## SUPPLIED INFORMATION

++++++++++

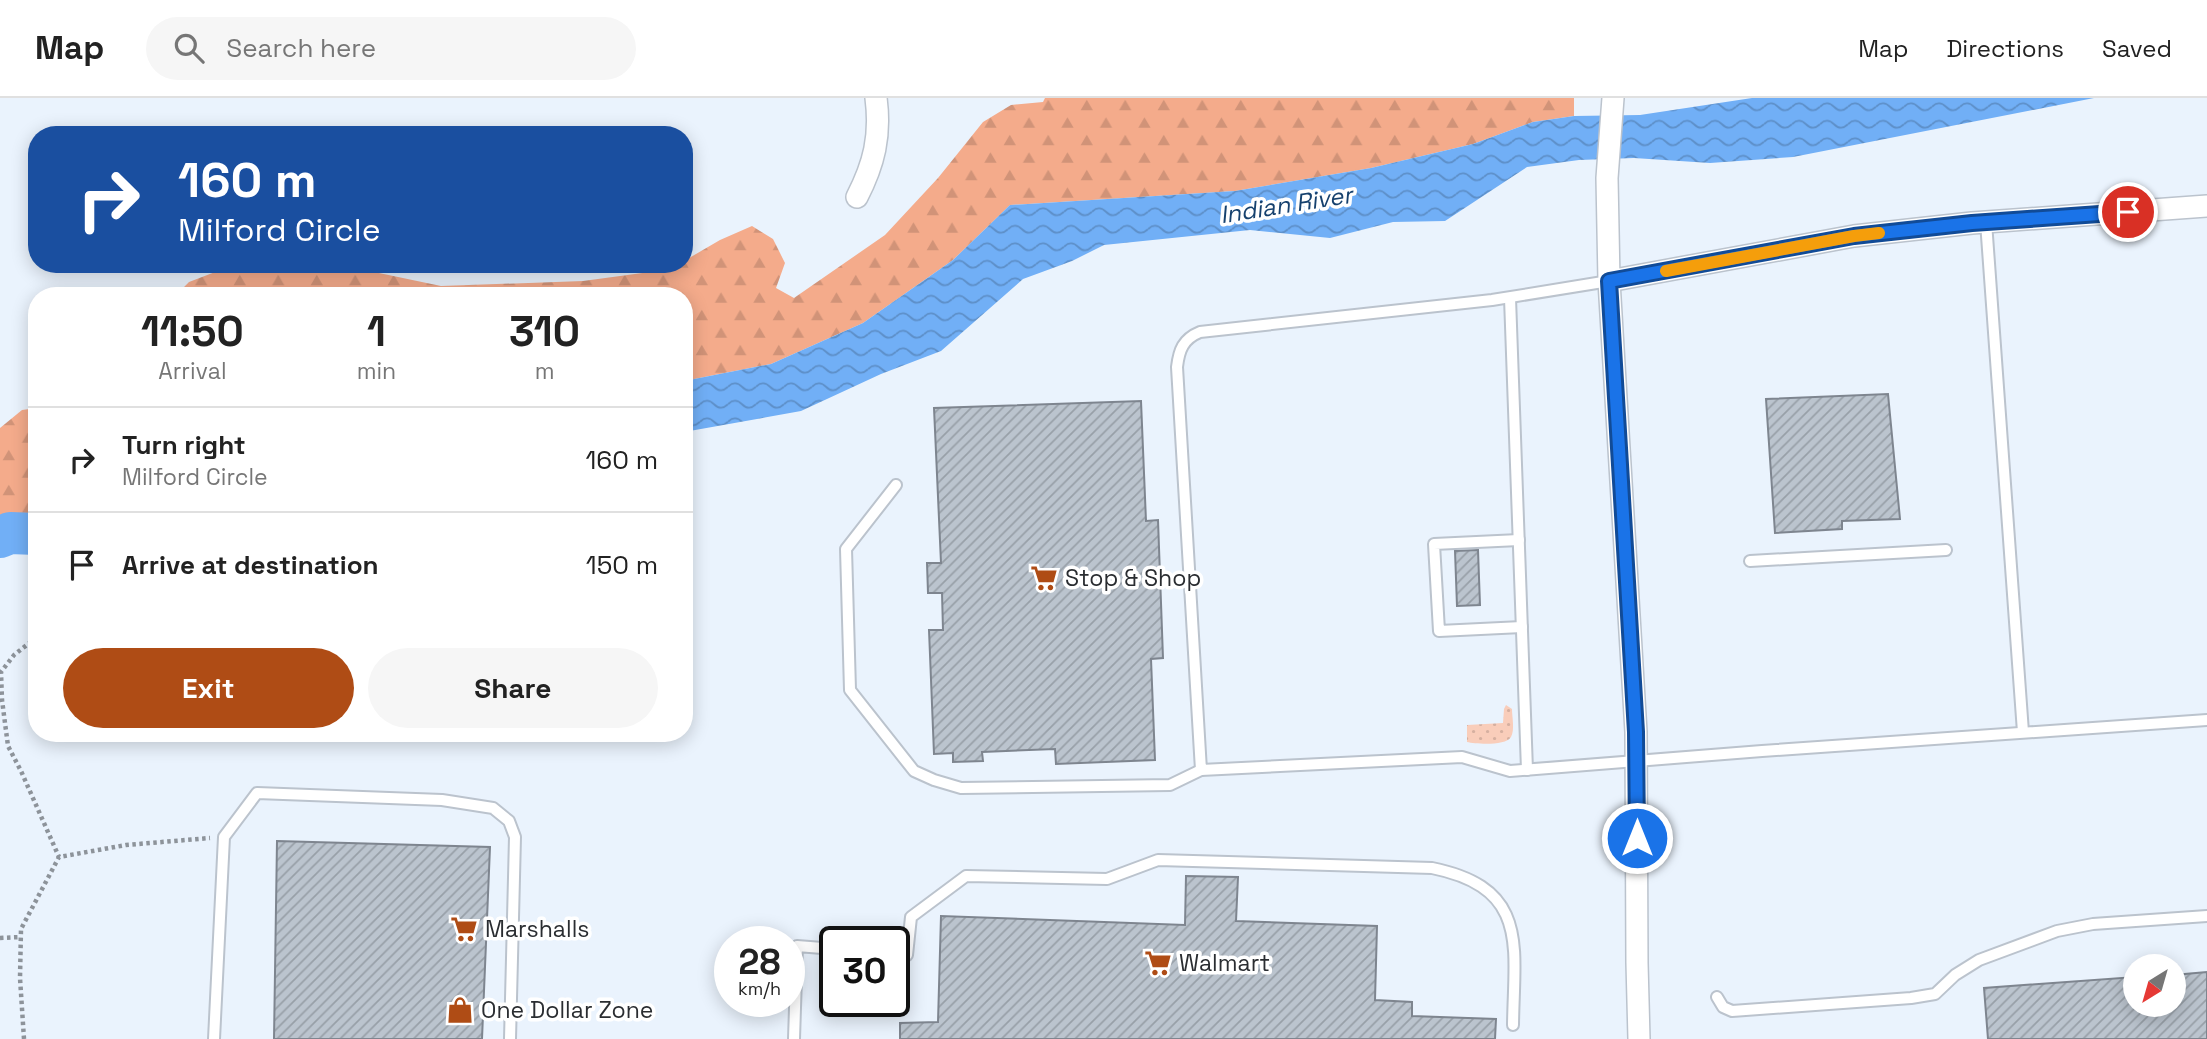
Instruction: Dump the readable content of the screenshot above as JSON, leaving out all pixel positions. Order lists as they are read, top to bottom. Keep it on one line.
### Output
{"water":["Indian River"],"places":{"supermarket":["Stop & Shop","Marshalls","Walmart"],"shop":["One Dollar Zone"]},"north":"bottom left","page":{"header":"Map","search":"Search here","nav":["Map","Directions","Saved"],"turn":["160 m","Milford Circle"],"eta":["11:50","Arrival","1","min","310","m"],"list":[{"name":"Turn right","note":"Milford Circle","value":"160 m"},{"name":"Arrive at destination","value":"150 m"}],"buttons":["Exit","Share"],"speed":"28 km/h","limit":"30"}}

++++++++++

## EXERCISE DESCRIPTION
Leave out the pictures and repeat the remaining data exactly.

## OUTPUT FOR THIS TASK
Instruction: Dump the readable content of the screenshot above as JSON, leaving out all pixel positions. Order lists as they are read, top to bottom. Keep it on one line.
### Output
{"water":["Indian River"],"places":{"supermarket":["Stop & Shop","Marshalls","Walmart"],"shop":["One Dollar Zone"]},"north":"bottom left","page":{"header":"Map","search":"Search here","nav":["Map","Directions","Saved"],"turn":["160 m","Milford Circle"],"eta":["11:50","Arrival","1","min","310","m"],"list":[{"name":"Turn right","note":"Milford Circle","value":"160 m"},{"name":"Arrive at destination","value":"150 m"}],"buttons":["Exit","Share"],"speed":"28 km/h","limit":"30"}}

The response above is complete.